TASK REQUIREMENTS =>
The reply should contain every entry exactly as given, with no pictures in it.

Stored data entries:
.....
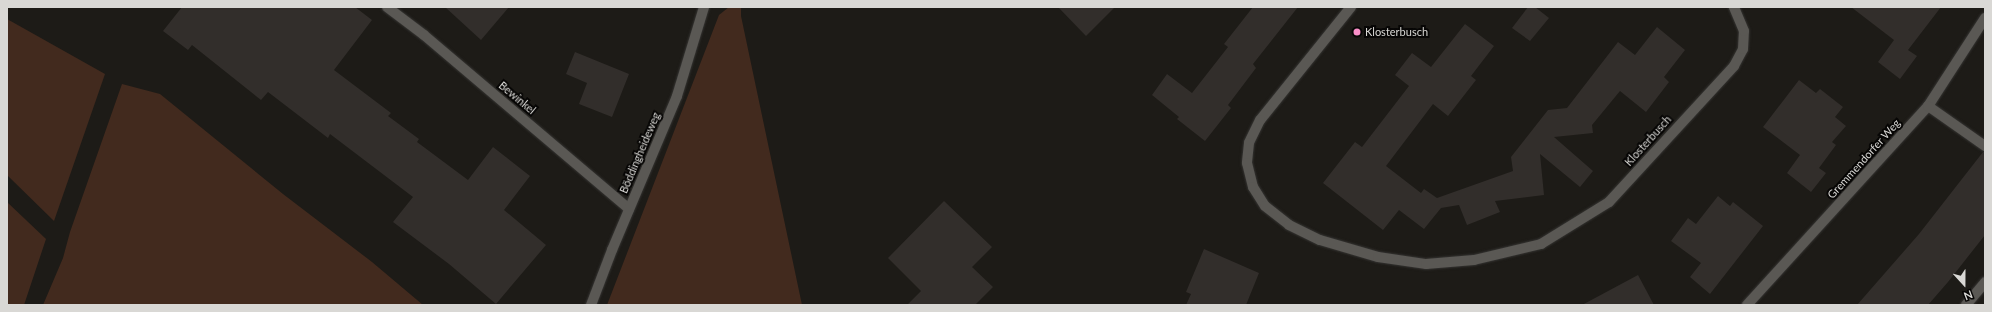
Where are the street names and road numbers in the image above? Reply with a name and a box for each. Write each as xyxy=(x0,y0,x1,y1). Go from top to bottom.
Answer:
street label: Bewinkel xyxy=(496,79,538,117)
street label: Böddingheideweg xyxy=(617,111,663,195)
street label: Klosterbusch xyxy=(1622,113,1674,169)
street label: Gremmendorfer Weg xyxy=(1825,116,1903,202)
.....
ANSWER TO THIS PROBLEM =>
Where are the street names and road numbers in the image above? Reply with a name and a box for each. Write each as xyxy=(x0,y0,x1,y1). Go from top to bottom.
Answer:
street label: Bewinkel xyxy=(496,79,538,117)
street label: Böddingheideweg xyxy=(617,111,663,195)
street label: Klosterbusch xyxy=(1622,113,1674,169)
street label: Gremmendorfer Weg xyxy=(1825,116,1903,202)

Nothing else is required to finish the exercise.